Un paradigma caracterizado con un marcado aumento del individualismo como actitud existencial, por la falta de solidaridad y de amor al prójimo, por el quiebre de los lazos comunitarios, tanto familiares como colectivos, y con ello un terrible deterioro del tejido social en todos sus aspectos.
Ante algunos análisis y comentarios sobre la prédica del Papa, a veces pienso que nos está faltando, colectivamente, suficiente inteligencia para comprender el enorme servicio que Francisco está prestando a la humanidad, al proponer un cambio de paradigma, una "cultura del cuidado": cuidado entre todos los seres humanos, como hermanos, en especial hacia los más vulnerables y "descartables"; cuidado hacia nuestra "casa común", nuestro tan vapuleado y degradado planeta. Francisco está actualizando la Doctrina Social de la Iglesia ante los cambiantes desafíos que el mundo le impone a la humanidad en su conjunto y, especialmente, a la prédica del Evangelio y la caridad cristiana.
En esencia, es lo mismo que, a su tiempo, hicieron sus predecesores y como seguramente harán en el futuro quienes lo sucedan en la Silla de San Pedro. Desde luego, al ser un hombre llegado a ese sitial desde "el confín del mundo", su visión desde la periferia, tanto geográfica como existencial, da a esa renovación doctrinaria acentos de particular interés, asimismo emparentados con la teología del Pueblo de Dios y la obra señera del Concilio Vaticano II. Así podemos interpretar el énfasis puesto en restablecer y estrechar la relación de la jerarquía con los más débiles, los de abajo, los que no figuran en ningún inventario, o su permanente recordatorio de que, como Madre, "la Iglesia es mujer".
Esta renovada labor apostólica, mostrando las crueles verdades de la sociedad actual, debe servir para que abramos los ojos a realidades muy duras que vivimos en la Argentina y el mundo, y a las que muchos gobernantes, dirigentes y formadores de opinión buscan ignorar, disfrazar u ocultar.

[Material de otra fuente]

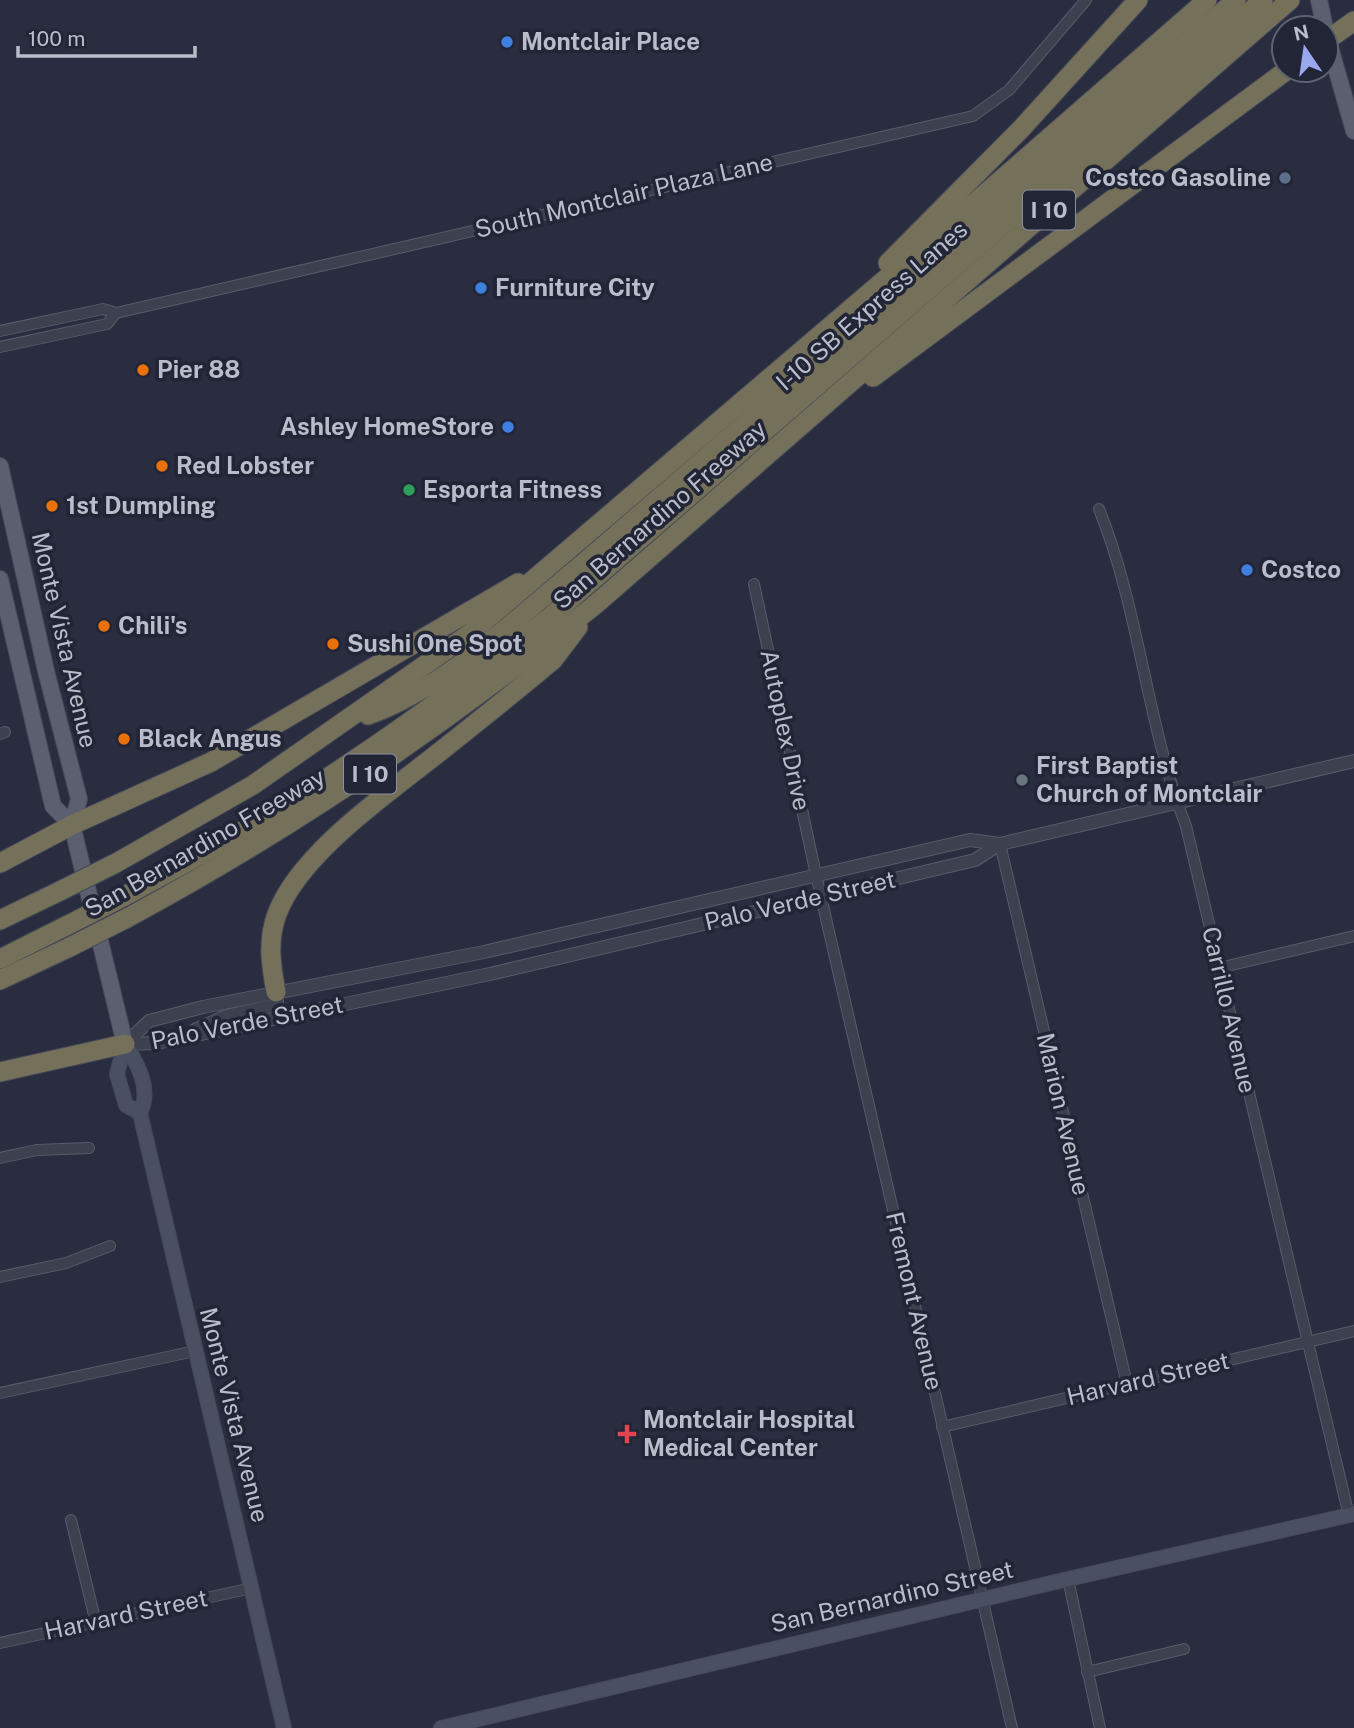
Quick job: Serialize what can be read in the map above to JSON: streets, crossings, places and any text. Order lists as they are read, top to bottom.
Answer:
{
  "streets": {
    "highway": ["I 10", "I-10 SB Express Lanes", "San Bernardino Freeway"],
    "main road": ["Monte Vista Avenue", "San Bernardino Street"],
    "street": [
      "South Montclair Plaza Lane",
      "Autoplex Drive",
      "Palo Verde Street",
      "Carrillo Avenue",
      "Marion Avenue",
      "Fremont Avenue",
      "Harvard Street"
    ]
  },
  "crossings": [
    ["I-10 SB Express Lanes", "San Bernardino Freeway"],
    ["Monte Vista Avenue", "Palo Verde Street"],
    ["Monte Vista Avenue", "Harvard Street"],
    ["Autoplex Drive", "Palo Verde Street"],
    ["Autoplex Drive", "Fremont Avenue"],
    ["Palo Verde Street", "Carrillo Avenue"],
    ["Palo Verde Street", "Marion Avenue"],
    ["Palo Verde Street", "Fremont Avenue"],
    ["Carrillo Avenue", "Harvard Street"],
    ["Carrillo Avenue", "San Bernardino Street"],
    ["Marion Avenue", "Harvard Street"],
    ["Fremont Avenue", "Harvard Street"],
    ["Fremont Avenue", "San Bernardino Street"]
  ],
  "places": {
    "other": [
      "Montclair Place",
      "Costco Gasoline",
      "Furniture City",
      "Pier 88",
      "Ashley HomeStore",
      "Red Lobster",
      "Esporta Fitness",
      "1st Dumpling",
      "Costco",
      "Chili's",
      "Sushi One Spot",
      "Black Angus",
      "First Baptist Church of Montclair"
    ],
    "health": ["Montclair Hospital Medical Center"]
  },
  "scale_bar": "100 m",
  "north": "top"
}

Sin duda, como ha ocurrido a lo largo de la historia, es una misión que no puede comulgar con los falsos profetas y sus seguidores, muchos de ellos envueltos hoy en la toga modernista, ni con los adoradores del "dios dinero", que no sabemos bien a quién sirven, pero que seguramente no están obrando a favor de los que "tienen olor a oveja", como los llama el Papa Francisco, es decir, los humildes, los pobres, los pequeños de los que habla el Evangelio.